= EXERCISE GOAL =
Return exactly the span of lines in the following data that opens with the line containing "background:#d93025; border-color:#fff; box-shadow:0" and closes with the line containing "display:block; font-size:22px; white-space:nowrap". Include nothing else.

= PROVIDED ENTRIES =
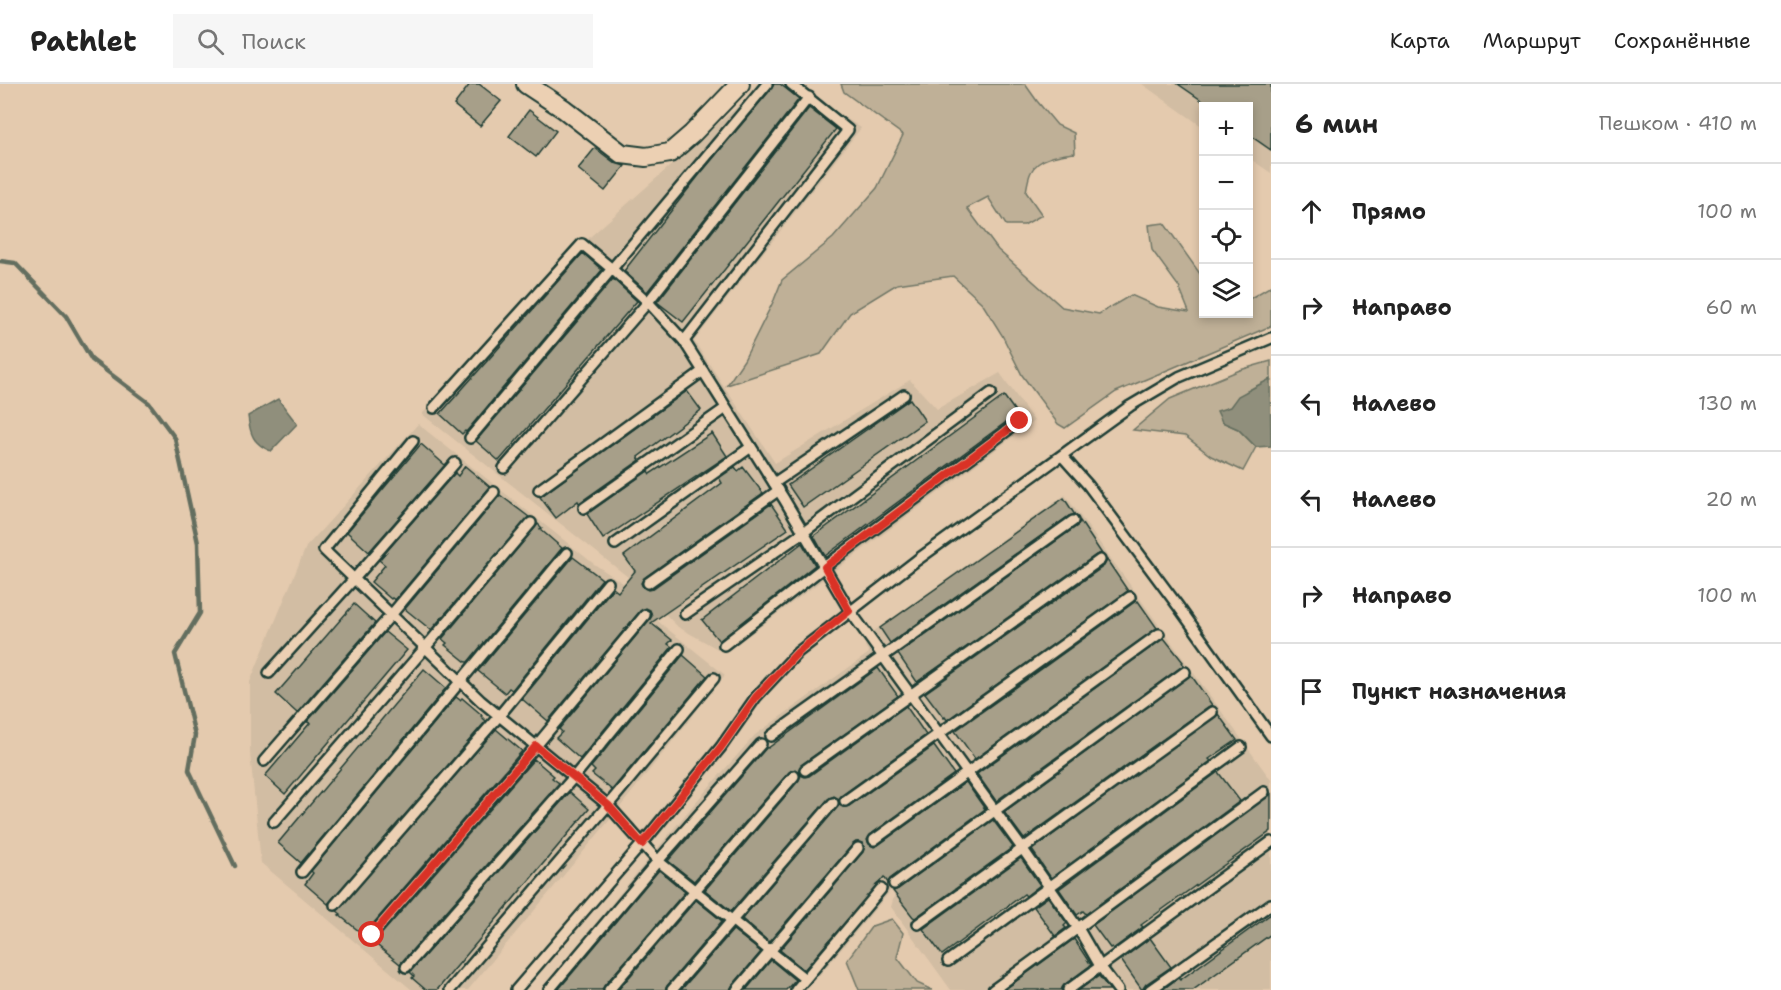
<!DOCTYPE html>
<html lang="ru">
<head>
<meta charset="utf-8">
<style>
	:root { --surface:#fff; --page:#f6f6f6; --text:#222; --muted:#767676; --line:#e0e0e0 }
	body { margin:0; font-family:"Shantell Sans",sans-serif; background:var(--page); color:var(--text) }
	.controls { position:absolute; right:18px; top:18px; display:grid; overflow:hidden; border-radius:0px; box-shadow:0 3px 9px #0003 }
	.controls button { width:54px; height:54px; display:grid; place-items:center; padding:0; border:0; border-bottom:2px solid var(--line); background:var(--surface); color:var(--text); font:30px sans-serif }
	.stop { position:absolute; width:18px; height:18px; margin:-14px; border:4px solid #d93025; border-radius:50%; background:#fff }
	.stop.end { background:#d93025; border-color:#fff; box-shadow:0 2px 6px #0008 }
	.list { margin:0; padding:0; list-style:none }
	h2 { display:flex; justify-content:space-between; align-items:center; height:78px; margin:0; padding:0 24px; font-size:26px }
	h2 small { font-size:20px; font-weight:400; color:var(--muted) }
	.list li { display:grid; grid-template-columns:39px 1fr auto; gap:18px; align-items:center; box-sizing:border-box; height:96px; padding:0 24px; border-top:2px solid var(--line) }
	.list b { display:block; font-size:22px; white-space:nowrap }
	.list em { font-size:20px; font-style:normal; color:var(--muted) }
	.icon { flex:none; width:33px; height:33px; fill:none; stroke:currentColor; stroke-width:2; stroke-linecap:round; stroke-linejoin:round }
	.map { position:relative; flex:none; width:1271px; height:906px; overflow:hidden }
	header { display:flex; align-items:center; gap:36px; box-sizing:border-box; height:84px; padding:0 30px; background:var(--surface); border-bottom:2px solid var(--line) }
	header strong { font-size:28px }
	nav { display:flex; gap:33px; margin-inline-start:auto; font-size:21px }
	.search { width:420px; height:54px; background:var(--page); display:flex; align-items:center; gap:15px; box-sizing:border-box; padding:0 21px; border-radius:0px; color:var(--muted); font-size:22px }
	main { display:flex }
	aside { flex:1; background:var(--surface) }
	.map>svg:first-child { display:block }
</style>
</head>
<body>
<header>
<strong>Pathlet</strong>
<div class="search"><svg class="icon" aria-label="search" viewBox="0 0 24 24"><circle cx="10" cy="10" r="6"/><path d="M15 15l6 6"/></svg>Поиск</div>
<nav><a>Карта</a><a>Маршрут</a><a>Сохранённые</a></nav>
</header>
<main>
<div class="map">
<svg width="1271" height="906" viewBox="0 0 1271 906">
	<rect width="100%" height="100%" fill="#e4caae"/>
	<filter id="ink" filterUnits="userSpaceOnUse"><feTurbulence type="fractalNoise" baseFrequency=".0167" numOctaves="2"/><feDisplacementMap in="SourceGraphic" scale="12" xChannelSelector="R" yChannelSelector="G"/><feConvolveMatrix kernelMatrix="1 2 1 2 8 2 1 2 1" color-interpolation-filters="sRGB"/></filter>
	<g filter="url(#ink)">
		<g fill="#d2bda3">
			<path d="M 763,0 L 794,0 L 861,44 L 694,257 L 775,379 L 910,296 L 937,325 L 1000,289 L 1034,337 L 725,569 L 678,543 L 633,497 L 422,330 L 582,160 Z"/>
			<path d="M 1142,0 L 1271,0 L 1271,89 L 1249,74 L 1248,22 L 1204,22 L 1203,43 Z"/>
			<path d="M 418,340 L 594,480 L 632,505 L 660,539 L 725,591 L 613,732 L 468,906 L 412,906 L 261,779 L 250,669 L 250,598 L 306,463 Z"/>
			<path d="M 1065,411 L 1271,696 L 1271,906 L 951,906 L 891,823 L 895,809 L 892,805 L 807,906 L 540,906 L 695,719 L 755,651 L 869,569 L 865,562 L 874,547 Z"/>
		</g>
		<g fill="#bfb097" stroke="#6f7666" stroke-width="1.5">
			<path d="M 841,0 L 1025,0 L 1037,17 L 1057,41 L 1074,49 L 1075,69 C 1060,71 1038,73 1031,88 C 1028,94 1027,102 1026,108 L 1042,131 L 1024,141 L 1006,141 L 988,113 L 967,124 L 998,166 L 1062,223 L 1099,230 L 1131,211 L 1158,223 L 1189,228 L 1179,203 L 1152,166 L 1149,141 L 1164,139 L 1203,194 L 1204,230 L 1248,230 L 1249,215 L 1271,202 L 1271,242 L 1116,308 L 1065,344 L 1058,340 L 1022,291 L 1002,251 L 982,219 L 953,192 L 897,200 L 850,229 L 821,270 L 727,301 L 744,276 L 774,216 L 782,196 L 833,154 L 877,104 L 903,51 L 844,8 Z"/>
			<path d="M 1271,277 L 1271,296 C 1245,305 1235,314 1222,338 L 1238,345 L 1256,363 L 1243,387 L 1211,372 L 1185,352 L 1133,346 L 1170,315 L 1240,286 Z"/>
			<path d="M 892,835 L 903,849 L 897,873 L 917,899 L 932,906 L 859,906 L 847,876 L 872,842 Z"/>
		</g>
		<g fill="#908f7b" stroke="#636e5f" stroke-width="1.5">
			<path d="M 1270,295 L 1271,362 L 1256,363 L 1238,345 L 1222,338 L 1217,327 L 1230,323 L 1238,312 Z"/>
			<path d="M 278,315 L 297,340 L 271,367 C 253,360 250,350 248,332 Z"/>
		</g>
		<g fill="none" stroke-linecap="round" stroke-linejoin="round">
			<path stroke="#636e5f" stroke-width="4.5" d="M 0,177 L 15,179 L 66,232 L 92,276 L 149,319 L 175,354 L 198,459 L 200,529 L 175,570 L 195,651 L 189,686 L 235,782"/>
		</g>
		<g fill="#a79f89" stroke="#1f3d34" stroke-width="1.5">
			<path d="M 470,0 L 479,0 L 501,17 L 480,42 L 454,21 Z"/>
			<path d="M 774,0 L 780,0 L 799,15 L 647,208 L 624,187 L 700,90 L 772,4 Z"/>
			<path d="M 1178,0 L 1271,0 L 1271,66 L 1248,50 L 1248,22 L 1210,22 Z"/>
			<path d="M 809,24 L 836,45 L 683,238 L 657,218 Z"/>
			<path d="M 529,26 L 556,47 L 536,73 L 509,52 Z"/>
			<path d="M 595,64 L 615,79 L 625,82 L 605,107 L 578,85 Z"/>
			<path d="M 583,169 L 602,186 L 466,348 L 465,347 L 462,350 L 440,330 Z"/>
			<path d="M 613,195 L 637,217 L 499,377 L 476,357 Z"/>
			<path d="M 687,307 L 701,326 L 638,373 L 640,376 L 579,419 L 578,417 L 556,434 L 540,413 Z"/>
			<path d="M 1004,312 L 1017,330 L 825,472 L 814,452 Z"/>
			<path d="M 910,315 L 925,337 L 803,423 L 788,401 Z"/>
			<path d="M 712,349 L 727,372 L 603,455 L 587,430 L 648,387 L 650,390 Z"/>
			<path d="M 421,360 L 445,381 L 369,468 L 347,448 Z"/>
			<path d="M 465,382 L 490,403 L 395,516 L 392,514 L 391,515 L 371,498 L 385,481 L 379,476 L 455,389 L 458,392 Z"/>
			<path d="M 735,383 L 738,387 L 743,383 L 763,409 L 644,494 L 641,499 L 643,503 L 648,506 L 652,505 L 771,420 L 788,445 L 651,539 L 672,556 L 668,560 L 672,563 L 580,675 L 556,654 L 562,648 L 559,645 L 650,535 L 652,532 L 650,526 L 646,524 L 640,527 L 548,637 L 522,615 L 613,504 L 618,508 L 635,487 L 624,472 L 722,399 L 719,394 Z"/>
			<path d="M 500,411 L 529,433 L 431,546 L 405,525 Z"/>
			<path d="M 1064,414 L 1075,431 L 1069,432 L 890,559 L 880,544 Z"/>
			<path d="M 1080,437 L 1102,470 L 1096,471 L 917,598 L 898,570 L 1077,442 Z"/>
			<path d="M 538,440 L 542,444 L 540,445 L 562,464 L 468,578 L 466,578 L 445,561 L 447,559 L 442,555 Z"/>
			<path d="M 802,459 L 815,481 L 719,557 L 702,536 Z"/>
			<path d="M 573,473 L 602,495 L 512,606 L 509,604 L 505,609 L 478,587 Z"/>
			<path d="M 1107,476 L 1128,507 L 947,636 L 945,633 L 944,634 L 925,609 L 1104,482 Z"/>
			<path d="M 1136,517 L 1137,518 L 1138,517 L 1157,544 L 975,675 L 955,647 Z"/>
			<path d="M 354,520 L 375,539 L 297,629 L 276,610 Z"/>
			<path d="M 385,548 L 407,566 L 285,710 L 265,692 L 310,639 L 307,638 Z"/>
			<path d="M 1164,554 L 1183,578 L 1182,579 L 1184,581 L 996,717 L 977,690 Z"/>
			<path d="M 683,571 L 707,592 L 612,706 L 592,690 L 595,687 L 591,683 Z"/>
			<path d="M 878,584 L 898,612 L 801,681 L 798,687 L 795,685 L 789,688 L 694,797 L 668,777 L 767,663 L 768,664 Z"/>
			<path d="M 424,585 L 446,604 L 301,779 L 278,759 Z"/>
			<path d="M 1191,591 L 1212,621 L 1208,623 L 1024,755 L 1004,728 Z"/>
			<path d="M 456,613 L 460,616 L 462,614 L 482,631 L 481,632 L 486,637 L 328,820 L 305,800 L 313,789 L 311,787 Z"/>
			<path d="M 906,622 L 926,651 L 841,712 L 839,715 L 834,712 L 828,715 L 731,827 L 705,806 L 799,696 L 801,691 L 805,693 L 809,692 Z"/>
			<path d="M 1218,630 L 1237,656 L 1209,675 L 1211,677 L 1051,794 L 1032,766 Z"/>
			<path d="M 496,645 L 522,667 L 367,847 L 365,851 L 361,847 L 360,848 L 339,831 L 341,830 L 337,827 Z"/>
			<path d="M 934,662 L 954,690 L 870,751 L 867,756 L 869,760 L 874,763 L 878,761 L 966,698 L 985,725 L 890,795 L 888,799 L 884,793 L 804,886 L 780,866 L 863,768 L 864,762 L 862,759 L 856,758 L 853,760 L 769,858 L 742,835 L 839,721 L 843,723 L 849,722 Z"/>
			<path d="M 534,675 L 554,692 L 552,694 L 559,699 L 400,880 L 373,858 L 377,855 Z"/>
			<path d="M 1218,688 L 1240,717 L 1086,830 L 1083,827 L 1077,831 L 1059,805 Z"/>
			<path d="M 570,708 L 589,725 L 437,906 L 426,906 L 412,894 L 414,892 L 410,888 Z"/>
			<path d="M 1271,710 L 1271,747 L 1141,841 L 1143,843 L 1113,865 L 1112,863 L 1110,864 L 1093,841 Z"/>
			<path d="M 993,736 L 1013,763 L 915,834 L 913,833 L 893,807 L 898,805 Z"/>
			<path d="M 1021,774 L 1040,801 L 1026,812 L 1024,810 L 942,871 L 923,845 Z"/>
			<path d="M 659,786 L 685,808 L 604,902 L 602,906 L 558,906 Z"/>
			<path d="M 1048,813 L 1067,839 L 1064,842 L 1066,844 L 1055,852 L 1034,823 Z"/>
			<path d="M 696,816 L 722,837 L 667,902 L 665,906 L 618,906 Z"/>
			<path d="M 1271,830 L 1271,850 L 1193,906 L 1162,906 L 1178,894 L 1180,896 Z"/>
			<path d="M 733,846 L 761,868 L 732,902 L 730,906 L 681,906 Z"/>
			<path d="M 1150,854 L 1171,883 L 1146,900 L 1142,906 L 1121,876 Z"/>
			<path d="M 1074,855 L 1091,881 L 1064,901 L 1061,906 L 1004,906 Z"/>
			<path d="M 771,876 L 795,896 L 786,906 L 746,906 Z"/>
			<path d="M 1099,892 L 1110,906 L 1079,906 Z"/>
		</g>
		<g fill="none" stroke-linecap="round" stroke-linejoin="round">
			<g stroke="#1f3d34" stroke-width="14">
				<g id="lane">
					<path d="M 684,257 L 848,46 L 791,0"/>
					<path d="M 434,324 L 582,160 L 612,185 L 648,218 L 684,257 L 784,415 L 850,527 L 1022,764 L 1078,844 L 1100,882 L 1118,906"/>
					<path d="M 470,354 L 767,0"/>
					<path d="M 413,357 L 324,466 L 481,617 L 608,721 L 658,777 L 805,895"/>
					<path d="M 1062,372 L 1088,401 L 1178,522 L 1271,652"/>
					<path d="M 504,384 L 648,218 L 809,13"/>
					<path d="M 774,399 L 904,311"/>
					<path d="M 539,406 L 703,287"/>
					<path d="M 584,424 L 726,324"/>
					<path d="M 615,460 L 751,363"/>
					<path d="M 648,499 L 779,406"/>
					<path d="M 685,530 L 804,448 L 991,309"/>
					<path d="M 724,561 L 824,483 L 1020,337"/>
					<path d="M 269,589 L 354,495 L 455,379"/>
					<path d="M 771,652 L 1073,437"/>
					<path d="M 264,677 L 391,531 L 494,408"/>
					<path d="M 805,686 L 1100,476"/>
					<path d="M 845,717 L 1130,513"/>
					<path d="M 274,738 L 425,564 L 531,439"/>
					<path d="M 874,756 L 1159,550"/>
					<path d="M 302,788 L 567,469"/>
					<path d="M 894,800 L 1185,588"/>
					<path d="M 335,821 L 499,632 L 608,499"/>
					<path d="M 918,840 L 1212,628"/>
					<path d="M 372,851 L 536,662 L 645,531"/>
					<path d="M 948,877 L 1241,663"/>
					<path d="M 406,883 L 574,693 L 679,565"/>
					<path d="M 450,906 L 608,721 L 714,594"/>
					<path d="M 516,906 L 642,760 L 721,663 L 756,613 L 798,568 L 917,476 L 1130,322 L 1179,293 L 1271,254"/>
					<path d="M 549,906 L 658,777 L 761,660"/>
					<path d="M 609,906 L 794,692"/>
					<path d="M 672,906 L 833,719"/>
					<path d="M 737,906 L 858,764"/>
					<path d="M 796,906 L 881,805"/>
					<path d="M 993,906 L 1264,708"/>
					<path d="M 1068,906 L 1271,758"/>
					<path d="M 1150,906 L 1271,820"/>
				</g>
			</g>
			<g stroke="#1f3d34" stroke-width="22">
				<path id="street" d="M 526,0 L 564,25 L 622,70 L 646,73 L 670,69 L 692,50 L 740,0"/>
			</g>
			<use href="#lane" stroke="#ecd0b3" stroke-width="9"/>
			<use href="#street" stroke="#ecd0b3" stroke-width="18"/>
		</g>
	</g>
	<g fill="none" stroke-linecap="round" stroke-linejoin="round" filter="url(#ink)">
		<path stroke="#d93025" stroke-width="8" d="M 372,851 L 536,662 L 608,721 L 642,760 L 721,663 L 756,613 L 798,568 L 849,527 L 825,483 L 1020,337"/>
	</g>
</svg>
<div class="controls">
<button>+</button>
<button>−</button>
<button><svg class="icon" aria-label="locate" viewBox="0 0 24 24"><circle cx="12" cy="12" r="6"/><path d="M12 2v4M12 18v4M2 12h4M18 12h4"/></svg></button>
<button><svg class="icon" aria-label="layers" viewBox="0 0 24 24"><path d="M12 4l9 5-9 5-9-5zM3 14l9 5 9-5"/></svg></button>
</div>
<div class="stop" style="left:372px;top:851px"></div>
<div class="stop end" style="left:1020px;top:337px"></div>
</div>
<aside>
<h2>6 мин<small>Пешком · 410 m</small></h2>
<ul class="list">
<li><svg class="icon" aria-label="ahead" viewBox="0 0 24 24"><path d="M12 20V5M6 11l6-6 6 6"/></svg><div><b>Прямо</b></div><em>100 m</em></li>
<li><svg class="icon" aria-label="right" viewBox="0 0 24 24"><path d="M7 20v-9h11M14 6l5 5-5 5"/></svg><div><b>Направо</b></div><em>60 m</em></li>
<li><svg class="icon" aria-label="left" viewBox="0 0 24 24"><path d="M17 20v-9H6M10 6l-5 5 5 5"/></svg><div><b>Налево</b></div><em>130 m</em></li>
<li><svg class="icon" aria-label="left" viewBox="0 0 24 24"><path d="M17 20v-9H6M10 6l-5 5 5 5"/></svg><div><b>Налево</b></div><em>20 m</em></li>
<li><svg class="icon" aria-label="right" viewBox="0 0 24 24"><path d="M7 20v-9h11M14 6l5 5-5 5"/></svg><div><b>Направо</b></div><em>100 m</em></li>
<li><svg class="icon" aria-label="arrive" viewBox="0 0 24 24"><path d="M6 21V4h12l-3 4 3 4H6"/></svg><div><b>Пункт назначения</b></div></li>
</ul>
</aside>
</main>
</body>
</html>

= TASK ANSWER =
	.stop.end { background:#d93025; border-color:#fff; box-shadow:0 2px 6px #0008 }
	.list { margin:0; padding:0; list-style:none }
	h2 { display:flex; justify-content:space-between; align-items:center; height:78px; margin:0; padding:0 24px; font-size:26px }
	h2 small { font-size:20px; font-weight:400; color:var(--muted) }
	.list li { display:grid; grid-template-columns:39px 1fr auto; gap:18px; align-items:center; box-sizing:border-box; height:96px; padding:0 24px; border-top:2px solid var(--line) }
	.list b { display:block; font-size:22px; white-space:nowrap }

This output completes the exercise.